◆ Your goal: A single number is required: how many lines in the records below contain "strokeStyle".

__________

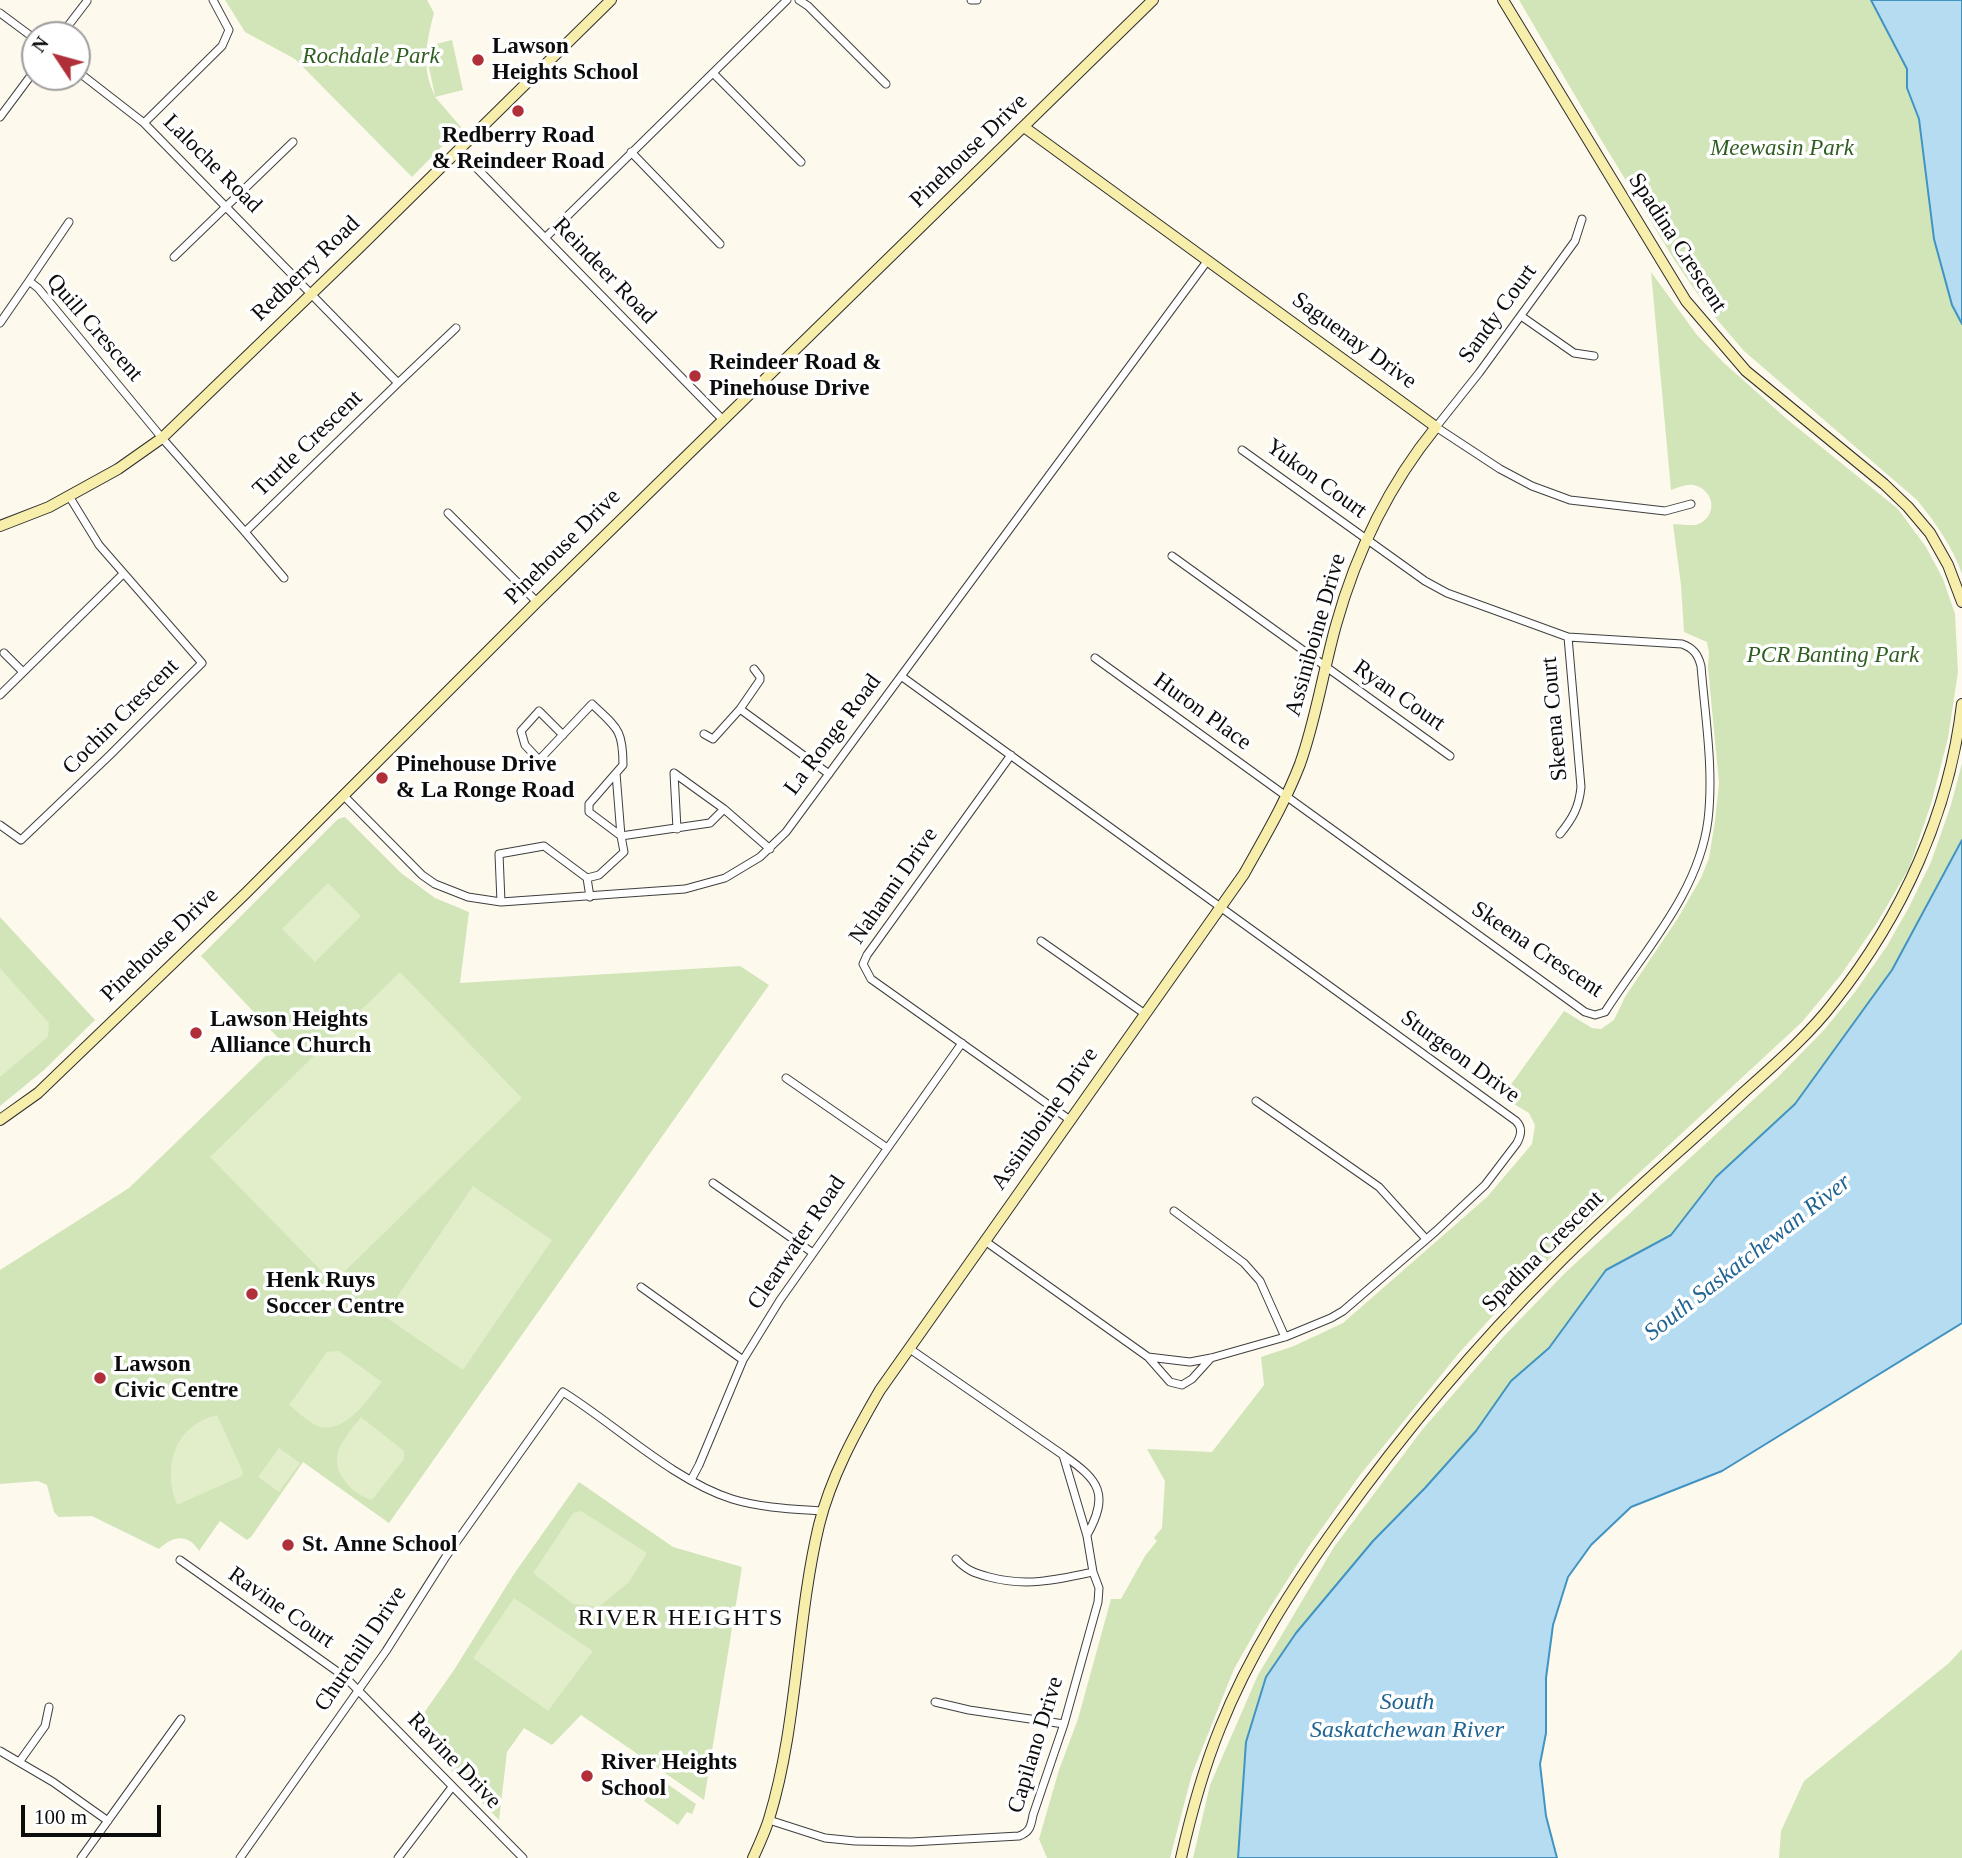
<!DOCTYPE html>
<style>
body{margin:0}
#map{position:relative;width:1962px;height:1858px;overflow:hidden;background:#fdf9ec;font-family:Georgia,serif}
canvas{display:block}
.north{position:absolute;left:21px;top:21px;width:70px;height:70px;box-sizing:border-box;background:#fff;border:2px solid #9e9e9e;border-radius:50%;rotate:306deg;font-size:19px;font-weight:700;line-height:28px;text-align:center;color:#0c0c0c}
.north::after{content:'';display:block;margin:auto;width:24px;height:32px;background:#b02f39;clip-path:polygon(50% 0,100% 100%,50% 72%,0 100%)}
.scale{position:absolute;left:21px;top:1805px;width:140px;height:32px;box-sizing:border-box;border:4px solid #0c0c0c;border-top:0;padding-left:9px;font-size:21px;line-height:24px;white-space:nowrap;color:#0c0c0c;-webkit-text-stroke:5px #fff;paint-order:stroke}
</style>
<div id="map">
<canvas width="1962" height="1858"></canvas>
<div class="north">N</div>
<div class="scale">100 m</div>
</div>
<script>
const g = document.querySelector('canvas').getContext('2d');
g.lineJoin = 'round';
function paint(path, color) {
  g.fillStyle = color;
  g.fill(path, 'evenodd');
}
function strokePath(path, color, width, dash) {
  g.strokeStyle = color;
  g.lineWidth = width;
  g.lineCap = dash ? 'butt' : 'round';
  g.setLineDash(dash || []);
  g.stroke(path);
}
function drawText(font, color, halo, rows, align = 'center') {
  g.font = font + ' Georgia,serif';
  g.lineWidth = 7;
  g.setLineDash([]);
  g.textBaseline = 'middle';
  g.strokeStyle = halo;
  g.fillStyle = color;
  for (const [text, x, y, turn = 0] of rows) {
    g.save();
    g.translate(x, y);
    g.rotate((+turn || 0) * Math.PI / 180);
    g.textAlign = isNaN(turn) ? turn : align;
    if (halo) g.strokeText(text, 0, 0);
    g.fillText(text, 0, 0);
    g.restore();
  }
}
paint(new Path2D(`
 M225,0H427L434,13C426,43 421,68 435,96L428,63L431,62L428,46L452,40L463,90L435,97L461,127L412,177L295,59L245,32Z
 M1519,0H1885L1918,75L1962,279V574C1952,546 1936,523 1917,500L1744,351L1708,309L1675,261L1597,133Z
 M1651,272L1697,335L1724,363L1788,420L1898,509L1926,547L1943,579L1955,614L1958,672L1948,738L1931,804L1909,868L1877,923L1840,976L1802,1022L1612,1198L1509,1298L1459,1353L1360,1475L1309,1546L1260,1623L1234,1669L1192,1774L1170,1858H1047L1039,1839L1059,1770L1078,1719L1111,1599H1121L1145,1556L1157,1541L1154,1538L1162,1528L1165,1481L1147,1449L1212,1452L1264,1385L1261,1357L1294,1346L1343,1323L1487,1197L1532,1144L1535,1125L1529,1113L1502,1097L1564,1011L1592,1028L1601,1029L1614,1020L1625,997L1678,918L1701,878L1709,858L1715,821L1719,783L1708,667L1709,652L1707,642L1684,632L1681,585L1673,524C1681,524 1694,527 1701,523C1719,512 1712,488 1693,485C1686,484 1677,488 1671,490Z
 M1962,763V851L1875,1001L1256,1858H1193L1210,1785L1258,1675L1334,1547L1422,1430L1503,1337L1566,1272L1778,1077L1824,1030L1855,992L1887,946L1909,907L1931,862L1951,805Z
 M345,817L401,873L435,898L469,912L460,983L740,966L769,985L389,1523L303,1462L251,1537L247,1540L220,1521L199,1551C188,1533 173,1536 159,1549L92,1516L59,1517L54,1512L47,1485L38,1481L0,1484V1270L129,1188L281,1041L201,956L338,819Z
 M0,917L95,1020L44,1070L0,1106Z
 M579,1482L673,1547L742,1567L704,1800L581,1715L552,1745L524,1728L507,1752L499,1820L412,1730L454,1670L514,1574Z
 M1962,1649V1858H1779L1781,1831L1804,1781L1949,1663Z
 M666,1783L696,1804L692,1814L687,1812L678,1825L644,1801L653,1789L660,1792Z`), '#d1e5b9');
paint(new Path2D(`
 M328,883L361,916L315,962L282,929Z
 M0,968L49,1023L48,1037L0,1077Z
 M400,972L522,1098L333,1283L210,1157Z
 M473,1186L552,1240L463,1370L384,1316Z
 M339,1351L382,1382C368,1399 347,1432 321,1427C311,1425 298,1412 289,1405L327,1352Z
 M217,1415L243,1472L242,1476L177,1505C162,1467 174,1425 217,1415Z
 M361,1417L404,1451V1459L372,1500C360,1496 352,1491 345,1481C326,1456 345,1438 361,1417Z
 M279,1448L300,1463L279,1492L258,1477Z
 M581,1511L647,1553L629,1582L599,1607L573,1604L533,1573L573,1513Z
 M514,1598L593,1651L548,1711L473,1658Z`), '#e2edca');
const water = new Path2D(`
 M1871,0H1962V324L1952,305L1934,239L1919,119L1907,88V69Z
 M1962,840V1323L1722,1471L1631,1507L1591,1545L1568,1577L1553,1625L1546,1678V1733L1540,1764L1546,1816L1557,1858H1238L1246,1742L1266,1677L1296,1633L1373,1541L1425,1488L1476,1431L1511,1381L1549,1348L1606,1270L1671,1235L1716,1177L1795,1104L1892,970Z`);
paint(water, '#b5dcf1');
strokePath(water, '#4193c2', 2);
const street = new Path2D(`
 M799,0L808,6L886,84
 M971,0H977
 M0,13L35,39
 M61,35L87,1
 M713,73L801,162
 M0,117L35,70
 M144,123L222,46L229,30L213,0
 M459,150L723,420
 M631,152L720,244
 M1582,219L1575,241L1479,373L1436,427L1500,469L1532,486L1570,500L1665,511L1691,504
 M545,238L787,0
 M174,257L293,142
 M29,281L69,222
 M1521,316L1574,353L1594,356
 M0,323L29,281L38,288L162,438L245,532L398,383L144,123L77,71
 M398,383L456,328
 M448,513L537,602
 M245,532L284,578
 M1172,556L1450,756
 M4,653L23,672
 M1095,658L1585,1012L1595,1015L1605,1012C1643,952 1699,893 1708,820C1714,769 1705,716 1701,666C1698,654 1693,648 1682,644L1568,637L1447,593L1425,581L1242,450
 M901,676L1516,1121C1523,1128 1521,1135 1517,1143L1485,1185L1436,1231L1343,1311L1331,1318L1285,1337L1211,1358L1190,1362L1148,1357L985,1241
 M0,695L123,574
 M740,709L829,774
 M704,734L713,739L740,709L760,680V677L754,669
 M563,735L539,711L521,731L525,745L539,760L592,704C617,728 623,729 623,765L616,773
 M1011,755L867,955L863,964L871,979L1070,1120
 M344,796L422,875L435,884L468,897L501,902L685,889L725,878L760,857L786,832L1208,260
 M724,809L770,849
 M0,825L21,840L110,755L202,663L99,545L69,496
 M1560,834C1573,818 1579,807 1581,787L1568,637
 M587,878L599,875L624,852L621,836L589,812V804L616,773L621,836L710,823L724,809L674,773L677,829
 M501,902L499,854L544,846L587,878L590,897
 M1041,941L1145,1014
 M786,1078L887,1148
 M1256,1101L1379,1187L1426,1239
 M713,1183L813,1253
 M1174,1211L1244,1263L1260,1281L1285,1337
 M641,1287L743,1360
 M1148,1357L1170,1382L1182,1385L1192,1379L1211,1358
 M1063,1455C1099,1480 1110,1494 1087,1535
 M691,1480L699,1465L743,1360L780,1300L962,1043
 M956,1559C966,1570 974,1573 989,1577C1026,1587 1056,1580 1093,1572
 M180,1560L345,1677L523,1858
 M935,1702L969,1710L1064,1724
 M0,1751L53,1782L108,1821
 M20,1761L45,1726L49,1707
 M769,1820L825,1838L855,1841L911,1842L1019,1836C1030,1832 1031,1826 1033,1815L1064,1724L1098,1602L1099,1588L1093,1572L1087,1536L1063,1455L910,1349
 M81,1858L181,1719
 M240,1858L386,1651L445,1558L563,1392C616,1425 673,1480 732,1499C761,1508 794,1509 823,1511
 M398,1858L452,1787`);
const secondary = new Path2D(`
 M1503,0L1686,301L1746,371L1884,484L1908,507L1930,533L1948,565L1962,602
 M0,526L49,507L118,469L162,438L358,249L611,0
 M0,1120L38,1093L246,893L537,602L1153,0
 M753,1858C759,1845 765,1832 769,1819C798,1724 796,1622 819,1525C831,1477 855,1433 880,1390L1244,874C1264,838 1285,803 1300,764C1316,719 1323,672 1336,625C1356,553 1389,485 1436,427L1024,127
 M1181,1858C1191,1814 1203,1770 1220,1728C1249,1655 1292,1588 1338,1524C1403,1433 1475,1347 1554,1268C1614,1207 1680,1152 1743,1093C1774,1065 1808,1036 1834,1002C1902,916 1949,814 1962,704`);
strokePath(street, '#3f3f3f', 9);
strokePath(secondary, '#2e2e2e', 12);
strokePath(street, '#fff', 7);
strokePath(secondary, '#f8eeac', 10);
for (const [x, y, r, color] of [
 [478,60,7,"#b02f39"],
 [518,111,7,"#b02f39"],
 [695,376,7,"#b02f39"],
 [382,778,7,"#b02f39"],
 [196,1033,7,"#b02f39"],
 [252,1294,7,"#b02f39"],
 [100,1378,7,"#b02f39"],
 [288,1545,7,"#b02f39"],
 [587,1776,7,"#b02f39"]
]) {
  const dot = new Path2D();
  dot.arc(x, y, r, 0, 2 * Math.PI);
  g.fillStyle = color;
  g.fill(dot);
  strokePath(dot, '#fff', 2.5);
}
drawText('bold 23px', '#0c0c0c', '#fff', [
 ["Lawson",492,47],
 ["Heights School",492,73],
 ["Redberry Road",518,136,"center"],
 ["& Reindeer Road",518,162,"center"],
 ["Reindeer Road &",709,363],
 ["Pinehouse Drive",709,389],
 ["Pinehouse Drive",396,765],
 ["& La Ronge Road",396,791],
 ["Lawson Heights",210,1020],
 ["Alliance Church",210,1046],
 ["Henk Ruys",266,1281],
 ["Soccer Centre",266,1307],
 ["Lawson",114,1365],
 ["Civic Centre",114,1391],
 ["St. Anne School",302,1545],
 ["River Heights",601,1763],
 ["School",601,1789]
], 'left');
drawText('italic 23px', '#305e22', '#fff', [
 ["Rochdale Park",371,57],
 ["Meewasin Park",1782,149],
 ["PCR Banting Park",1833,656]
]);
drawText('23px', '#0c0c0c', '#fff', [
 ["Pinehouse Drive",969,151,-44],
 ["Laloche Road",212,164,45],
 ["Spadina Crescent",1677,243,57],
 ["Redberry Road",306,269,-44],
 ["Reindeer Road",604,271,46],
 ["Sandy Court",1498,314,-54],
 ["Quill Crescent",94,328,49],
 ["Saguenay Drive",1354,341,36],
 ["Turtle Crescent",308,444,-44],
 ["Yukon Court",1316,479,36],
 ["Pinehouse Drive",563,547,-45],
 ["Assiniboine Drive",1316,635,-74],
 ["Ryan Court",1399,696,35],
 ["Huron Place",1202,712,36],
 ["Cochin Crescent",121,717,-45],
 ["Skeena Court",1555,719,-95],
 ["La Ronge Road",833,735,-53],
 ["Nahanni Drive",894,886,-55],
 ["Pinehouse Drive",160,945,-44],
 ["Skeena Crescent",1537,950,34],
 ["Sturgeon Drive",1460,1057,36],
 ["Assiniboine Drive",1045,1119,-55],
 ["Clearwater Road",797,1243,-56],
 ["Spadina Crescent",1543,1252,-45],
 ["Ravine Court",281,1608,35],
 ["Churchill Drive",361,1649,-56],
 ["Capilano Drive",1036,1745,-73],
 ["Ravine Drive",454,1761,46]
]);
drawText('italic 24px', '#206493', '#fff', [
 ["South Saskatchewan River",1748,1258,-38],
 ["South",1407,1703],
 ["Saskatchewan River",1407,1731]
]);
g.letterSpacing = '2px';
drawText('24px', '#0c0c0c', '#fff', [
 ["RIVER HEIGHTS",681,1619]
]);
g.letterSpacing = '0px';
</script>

__________

◆ Answer box: 2